__Exercise instructions__.
Taking the records line by line, how many lines contain the word "linejoin"? Answer with the number only.

__Data extracts__.
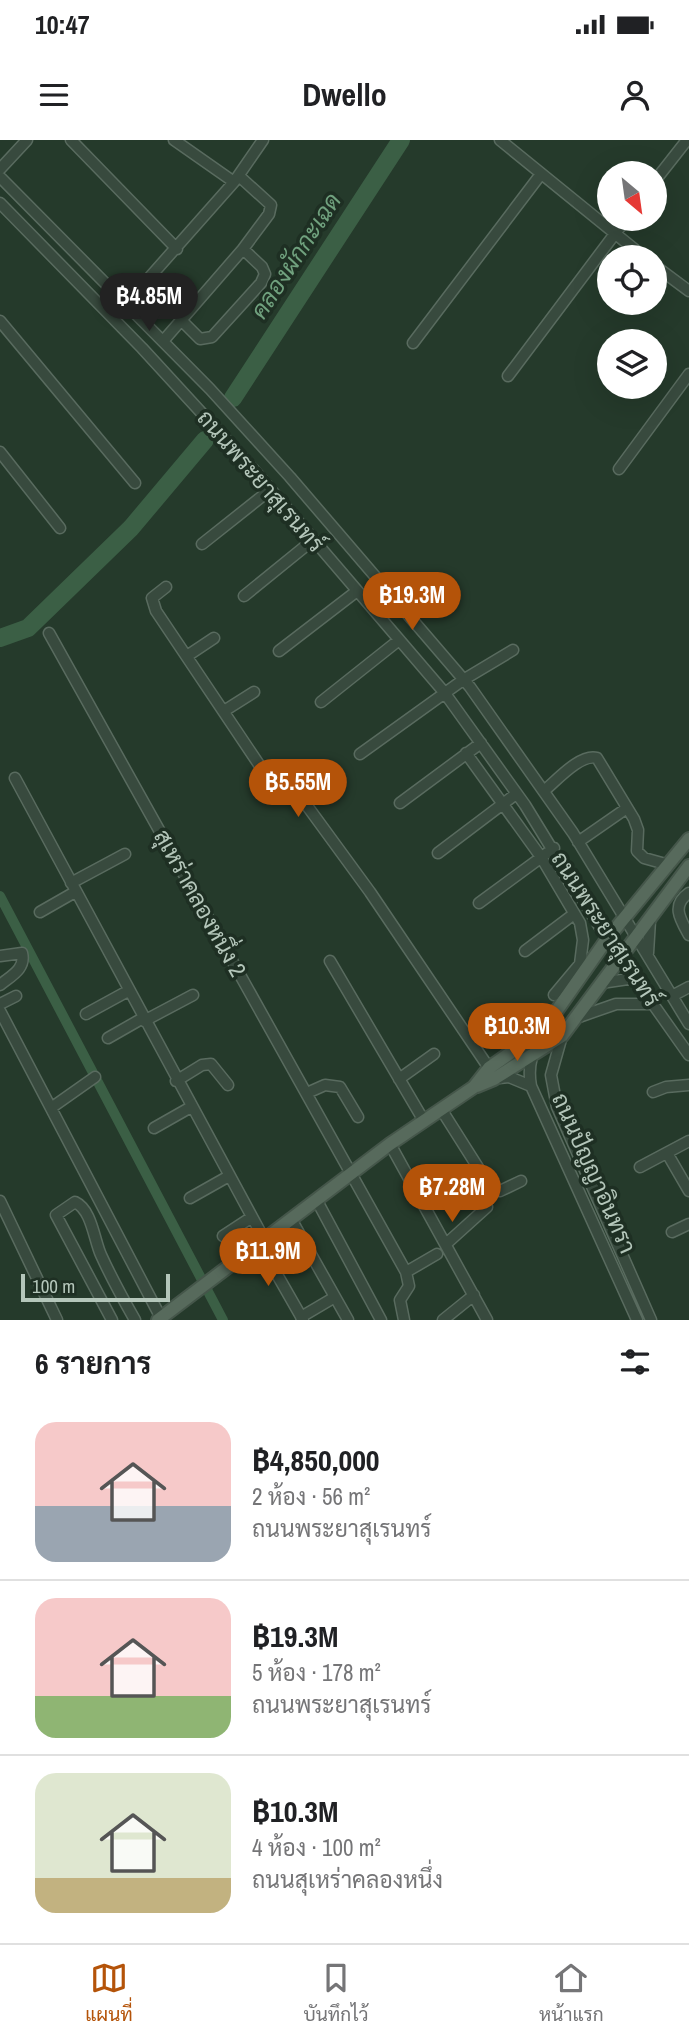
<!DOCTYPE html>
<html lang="th">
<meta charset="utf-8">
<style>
:root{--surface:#fff;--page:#f6f6f6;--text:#202124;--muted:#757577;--line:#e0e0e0;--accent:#b45309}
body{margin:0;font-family:"Archivo Narrow",Sarabun,sans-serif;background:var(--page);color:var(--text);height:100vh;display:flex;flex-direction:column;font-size:26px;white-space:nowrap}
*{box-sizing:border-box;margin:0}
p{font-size:23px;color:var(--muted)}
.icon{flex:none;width:38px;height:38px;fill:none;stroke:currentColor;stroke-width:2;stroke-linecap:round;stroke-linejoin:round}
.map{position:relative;height:1180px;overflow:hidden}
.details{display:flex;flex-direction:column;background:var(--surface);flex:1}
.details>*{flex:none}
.needle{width:46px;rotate:151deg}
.tools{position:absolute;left:597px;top:21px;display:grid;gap:14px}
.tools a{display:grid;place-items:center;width:70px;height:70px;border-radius:50%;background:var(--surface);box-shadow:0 7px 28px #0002;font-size:35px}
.scale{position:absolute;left:21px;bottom:18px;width:149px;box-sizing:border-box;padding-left:7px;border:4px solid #b4c6ba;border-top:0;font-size:19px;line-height:24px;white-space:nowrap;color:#b4c6ba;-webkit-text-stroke:5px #1e2f23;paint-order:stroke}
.price{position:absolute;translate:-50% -60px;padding:0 16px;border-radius:24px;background:var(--accent);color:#fff;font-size:23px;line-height:46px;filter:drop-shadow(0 2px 4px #0008)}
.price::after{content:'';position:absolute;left:50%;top:42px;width:21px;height:16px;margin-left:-10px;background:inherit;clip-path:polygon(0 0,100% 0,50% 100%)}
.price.on{background:#222;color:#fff}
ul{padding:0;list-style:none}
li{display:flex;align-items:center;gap:21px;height:175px;padding:0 35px}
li+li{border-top:2px solid var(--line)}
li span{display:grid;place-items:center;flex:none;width:196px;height:140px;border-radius:21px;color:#555}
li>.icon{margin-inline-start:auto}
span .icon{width:84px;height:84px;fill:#fffc;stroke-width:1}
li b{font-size:30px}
h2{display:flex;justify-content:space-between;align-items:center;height:84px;padding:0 35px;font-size:30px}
.status{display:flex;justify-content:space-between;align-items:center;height:49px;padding:0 35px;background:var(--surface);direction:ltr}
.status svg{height:19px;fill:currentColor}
header{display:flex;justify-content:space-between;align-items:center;height:91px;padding:0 35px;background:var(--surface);font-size:32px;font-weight:700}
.menu{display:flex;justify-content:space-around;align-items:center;height:98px;border-top:2px solid var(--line);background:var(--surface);font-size:19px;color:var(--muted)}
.menu a{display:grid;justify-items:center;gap:4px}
.menu .on{color:var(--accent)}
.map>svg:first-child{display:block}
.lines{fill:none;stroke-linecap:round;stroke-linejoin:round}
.canal{stroke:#3b5f45;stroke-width:10}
.river{stroke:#3b5f45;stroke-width:18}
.minor-casing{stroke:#596b5f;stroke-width:13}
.major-casing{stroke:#45564a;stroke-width:16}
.minor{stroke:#384a3e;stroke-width:10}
.major{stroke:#576a5c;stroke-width:12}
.labels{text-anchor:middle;stroke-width:7;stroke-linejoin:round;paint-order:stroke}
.street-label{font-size:23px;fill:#b4c6ba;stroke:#1e2f23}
.water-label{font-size:24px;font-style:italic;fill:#70a17e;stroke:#1e2f23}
</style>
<div class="status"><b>10:47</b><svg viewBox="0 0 49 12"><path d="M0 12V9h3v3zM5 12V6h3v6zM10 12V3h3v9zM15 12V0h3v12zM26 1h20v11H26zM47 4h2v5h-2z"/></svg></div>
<header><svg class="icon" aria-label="menu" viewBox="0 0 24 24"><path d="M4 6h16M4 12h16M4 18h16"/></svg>Dwello<svg class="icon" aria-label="person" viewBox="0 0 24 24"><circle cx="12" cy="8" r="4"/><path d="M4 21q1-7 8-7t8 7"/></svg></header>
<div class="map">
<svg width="689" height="1180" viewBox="0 0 689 1180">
<rect width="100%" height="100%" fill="#253a2b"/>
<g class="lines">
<!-- canal -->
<path class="canal" d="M0,756L223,1180"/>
<!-- river -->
<path class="river" d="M233,258L401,0
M0,498L28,488L131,388L205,300"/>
<defs>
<path id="minor" d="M71,0L177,109
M174,0L234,42
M500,0L644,117
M0,29L27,0
M239,36L271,65L269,74L243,109
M0,37L210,249L290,337L470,547L573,693L689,884
M654,42L687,0
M0,63L142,208L254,330L444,552L525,665L607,799L689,915
M654,125L689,151
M126,164L234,42L263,0
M0,181L135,343
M164,200L243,109L262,127L265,134L261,143L212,197L200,199L181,180
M413,203L541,34
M508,236L626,79
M0,312L60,388
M619,329L689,234
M202,404L270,350
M166,447L152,458L156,471L262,629L276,631L286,637L370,752L489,928
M244,456L313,400
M49,493L406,1132L409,1146L400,1160L404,1180
M279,511L357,451
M187,516L214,498
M321,562L399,500
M224,571L254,552
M466,613L541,717L580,783L583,800L580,824L554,855
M360,614L463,540L513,510
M15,638L264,1099
M545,650C557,640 581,613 597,618L634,679L638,690L637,711L644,718L669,725
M400,663L481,603
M578,702L627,668
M438,713L516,654
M71,743L125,714
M689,753C671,765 680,779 689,795
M479,763L554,708
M40,772L75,752
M525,811L574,774
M648,813L650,780
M0,816L22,813C26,829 11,836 0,845
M330,821L424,981
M601,843L635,838
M672,856L689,847
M0,864L16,856
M0,871L161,1178
M86,874L128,851
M576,878L616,864H654
M144,881L193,855
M543,891C533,911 527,924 531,946L637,1180
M562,896L551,935L557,967L651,1180
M108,898L143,878
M499,938L509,937L531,946
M399,939L434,914
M176,941L202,925L211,924L228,945
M653,952L666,947L689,945
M307,953L325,945L340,947L358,977
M51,968L95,937
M441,969L491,1048L500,1051L521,1041
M154,988L191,967
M390,1004L487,1180
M667,1013L689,1051
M640,1027L689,1001
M190,1058L229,1036
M316,1059L381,1180
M0,1061L57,1180
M291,1079L348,1180
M672,1092L689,1084
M223,1096L252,1077
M259,1103L303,1180
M446,1104L487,1067
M406,1132L437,1114
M301,1177L335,1157
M112,1180L56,1075L75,1062C92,1070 94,1100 101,1115C111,1137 123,1159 135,1180
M443,1180L474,1155"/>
<path id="major" d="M548,883L607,799L689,699
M477,946L494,939L562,896L689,726
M158,1180L390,1004L474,947L489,928L544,889L551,887L559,890L562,896"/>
</defs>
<!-- minor casing -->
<use href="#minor" class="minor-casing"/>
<!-- major casing -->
<use href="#major" class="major-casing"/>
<!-- minor -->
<use href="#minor" class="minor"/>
<!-- major -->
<use href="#major" class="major"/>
</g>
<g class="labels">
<!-- street labels -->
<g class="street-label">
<text transform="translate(261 341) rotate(49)" y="8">ถนนพระยาสุเรนทร์</text>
<text transform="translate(200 763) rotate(61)" y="8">สุเหร่าคลองหนึ่ง 2</text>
<text transform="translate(606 789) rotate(57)" y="8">ถนนพระยาสุเรนทร์</text>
<text transform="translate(594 1033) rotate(66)" y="8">ถนนปัญญาอินทรา</text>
</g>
<!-- water labels -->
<g class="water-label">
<text transform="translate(296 116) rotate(-57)" y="8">คลองผักกะเฉด</text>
</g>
</g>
</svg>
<div class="tools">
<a><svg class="needle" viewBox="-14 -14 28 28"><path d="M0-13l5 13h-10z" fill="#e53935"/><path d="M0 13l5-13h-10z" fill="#757577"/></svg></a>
<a><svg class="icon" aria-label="locate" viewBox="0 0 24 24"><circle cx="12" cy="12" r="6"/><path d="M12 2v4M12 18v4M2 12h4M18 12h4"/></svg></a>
<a><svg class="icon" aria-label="layers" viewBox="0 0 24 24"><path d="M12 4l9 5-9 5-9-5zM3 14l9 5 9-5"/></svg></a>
</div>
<div class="scale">100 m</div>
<b class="price on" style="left:149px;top:193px">฿4.85M</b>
<b class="price" style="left:412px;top:492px">฿19.3M</b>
<b class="price" style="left:298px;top:679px">฿5.55M</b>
<b class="price" style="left:517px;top:923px">฿10.3M</b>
<b class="price" style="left:452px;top:1084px">฿7.28M</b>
<b class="price" style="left:268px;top:1148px">฿11.9M</b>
</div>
<section class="details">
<h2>6 รายการ<svg class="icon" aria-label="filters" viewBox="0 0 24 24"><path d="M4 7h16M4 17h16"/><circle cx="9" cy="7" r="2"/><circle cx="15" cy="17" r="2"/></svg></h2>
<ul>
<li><span style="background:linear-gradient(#f6c9c9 60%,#9aa5b1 0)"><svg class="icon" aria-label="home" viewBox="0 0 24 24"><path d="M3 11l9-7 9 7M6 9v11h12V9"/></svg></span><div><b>฿4,850,000</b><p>2 ห้อง · 56 m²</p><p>ถนนพระยาสุเรนทร์</p></div></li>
<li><span style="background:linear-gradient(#f6c9c9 70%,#8fb573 0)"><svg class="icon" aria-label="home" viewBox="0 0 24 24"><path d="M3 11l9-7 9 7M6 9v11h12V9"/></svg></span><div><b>฿19.3M</b><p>5 ห้อง · 178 m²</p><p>ถนนพระยาสุเรนทร์</p></div></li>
<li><span style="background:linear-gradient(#dfe7d0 75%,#c2b280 0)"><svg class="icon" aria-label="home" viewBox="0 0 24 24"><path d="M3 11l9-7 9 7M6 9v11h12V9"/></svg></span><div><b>฿10.3M</b><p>4 ห้อง · 100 m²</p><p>ถนนสุเหร่าคลองหนึ่ง</p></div></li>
</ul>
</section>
<nav class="menu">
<a class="on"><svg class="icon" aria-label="map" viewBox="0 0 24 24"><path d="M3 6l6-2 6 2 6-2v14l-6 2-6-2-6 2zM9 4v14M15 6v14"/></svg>แผนที่</a>
<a><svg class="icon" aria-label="saved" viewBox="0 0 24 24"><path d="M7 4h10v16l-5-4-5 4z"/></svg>บันทึกไว้</a>
<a><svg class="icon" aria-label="home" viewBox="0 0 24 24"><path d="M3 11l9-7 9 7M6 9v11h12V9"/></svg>หน้าแรก</a>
</nav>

__Task answer__.
3